Hubris: How HBOS Wrecked the Best Bank in Britain

Page 22

by Perman, Ray


  Hornby and Daniels had held tentative discussions over the summer, now they began urgent negotiations.

  There was a symmetry to the beginning and end of the life of HBOS. On 16 September Hornby, his finance director, Mike Ellis, and main adviser Simon Robey of Morgan Stanley, met Daniels, Tim Tookey, Lloyds’ finance director, and their adviser Matthew Greenburgh from Merrill Lynch, in the HBOS corporate flat in St James’s. Seven years before it had been the venue for the meeting between Peter Burt and James Crosby when the merger between Halifax and Bank of Scotland had been hammered out. Then the air had been light with optimism and excitement. Now it was heavy with dejection and resignation.

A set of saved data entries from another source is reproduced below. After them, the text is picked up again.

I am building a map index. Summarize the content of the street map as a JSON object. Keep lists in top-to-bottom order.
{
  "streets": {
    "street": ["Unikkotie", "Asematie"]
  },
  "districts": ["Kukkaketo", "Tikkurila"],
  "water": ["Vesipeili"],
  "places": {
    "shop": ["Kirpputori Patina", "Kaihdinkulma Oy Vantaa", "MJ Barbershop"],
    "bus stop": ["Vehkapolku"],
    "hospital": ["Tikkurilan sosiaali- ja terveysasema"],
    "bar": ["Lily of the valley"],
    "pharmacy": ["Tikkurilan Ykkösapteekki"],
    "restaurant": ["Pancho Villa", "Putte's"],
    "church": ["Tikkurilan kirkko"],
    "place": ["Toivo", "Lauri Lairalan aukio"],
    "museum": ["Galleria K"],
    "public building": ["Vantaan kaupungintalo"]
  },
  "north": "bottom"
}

  Daniels knew he had the upper hand and Hornby knew he could not leave the room without a deal. According to the The Daily Telegraph: ‘ “Andy was in a state of panic,” one person at the meeting said. There was a lot of aggression between the two teams. You always get that in a bid but this was compressed into a few moments and the stakes were enormous. Obviously, it got heated.’6 The talks dragged on into the early hours of the following morning before the outline of a deal was agreed. HBOS would be bought by LloydsTSB at ‘around’ £2.85 a share, a much higher level than the current share price on the Stock Exchange, but less than half of the value at the time the company had started life in 2002. The two sides broke up expecting to meet later that morning, but someone at HBOS leaked the news to Robert Peston at the BBC who wrote on his blog at 9 a.m. that a deal was close at near to £3 a share. Daniels was furious and an hour and a half later Peston blogged: ‘Maybe I’ve slightly over-egged the price that Lloyds TSB will pay for HBOS. Perhaps it will be nearer £2 than £3.’

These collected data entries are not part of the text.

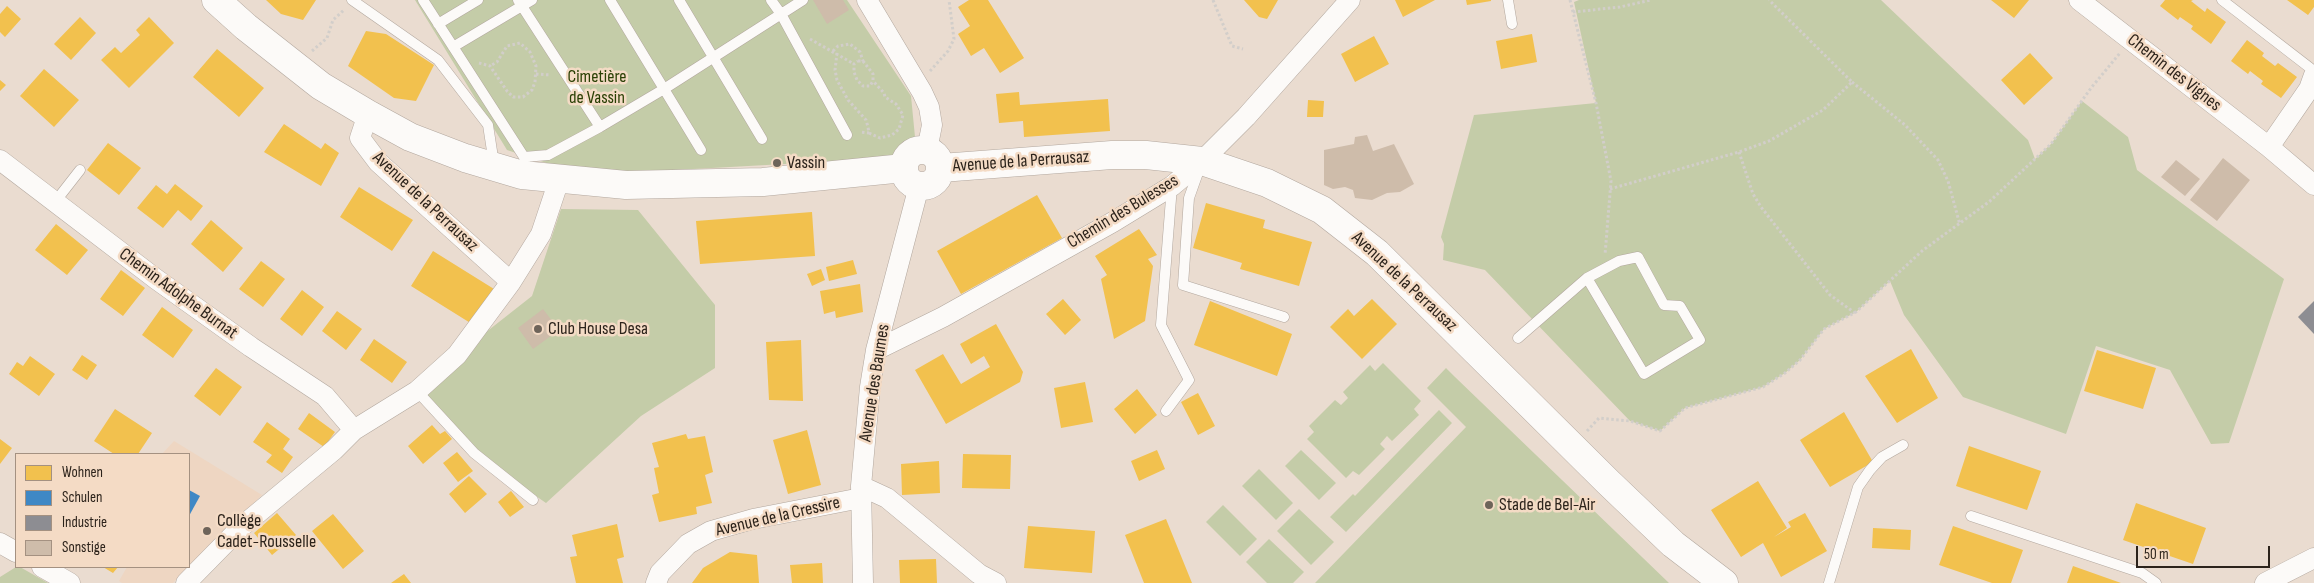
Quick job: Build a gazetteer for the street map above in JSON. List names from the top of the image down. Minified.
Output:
{"streets":{"street":["Chemin des Vignes","Avenue de la Perrausaz","Chemin des Bulesses","Chemin Adolphe Burnat","Avenue des Baumes","Avenue de la Cressire"]},"crossings":[["Avenue de la Perrausaz","Chemin des Bulesses"],["Avenue de la Perrausaz","Avenue des Baumes"],["Chemin des Bulesses","Avenue des Baumes"],["Avenue des Baumes","Avenue de la Cressire"]],"parks":["Cimetière de Vassin"],"places":["Vassin","Club House Desa","Stade de Bel-Air","Collège Cadet-Rousselle"],"legend":["Wohnen","Schulen","Industrie","Sonstige"],"scale_bar":"50 m"}
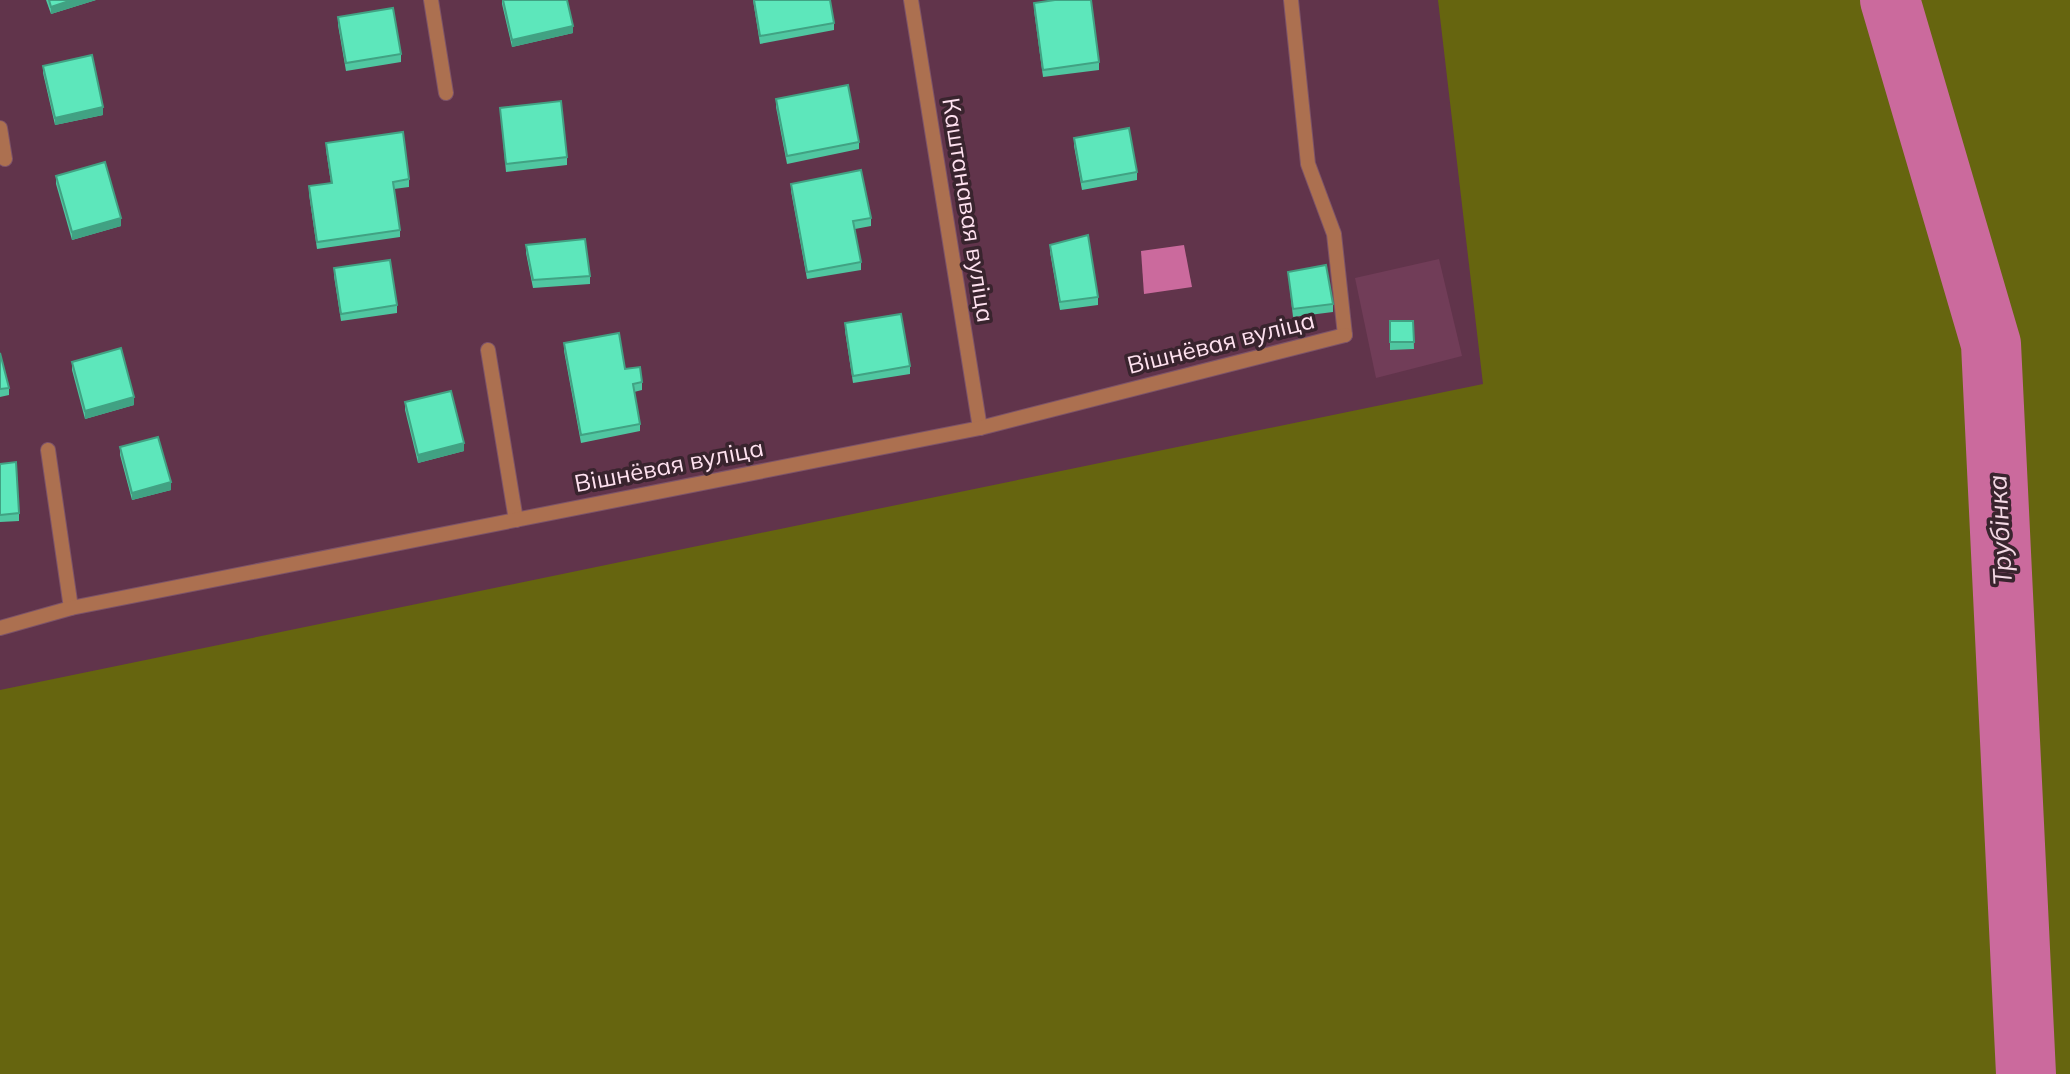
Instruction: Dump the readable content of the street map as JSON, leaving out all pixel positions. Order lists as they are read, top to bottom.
{
  "streets": {
    "street": ["Каштанавая вуліца", "Вішнёвая вуліца"]
  },
  "crossings": [
    ["Каштанавая вуліца", "Вішнёвая вуліца"]
  ],
  "water": ["Трубінка"]
}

  News of the deal did nothing to steady the HBOS share price and the value of LloydsTSB’s shares also dropped as investors worried about what the bank was taking on. All bank shares were tumbling and in a desperate attempt to steady the market the FSA imposed a three-month ban on short selling and the Bank of England announced an extension of its special liquidity scheme, which was keeping several banks afloat.

  There was still the competition issue to overcome and later that day Daniels met Darling to ask the Government to suspend competition law to allow a takeover to go ahead. Darling agreed to discuss it with Gordon Brown, but he was still not convinced that Lloyds knew what it was getting into or that a deal was possible at all. He instructed his officials to prepare two alternative statements, one welcoming a takeover by LloydsTSB, the other explaining the nationalisation of HBOS. Victor Blank had already raised the competition issue with the Prime Minister while they were flying back from a trade mission to Israel and Palestine, but had not got a final answer.

  The collapse of HBOS, with 30 million customers, was unthinkable, but neither of the alternatives was appealing for the Government either. It had taken nearly six months to decide to take Northern Rock into public ownership, and apart from the political opposition and practical problems it was also threatened with legal action by some shareholders for expropriating their investments. It did not want to go through that again on a much larger scale with HBOS if an alternative could be found. But allowing Lloyds to acquire HBOS had the potential to create a fearsome monopoly. The combination would give Lloyds market leadership in seven key product areas: in current accounts and mortgages it would have over 30 per cent of the market; in savings, credit cards and small businesses it would have over 20 per cent and it would also lead the personal lending and home insurance markets too.7

  The Prime Minister’s final consent to suspend competition law was signalled to Blank during cocktails before a dinner both men were attending during the week of the final negotiations, but a picture of the two in deep conversation published in the Financial Times on the day the deal was finally announced gave the impression that it was a political stitch-up.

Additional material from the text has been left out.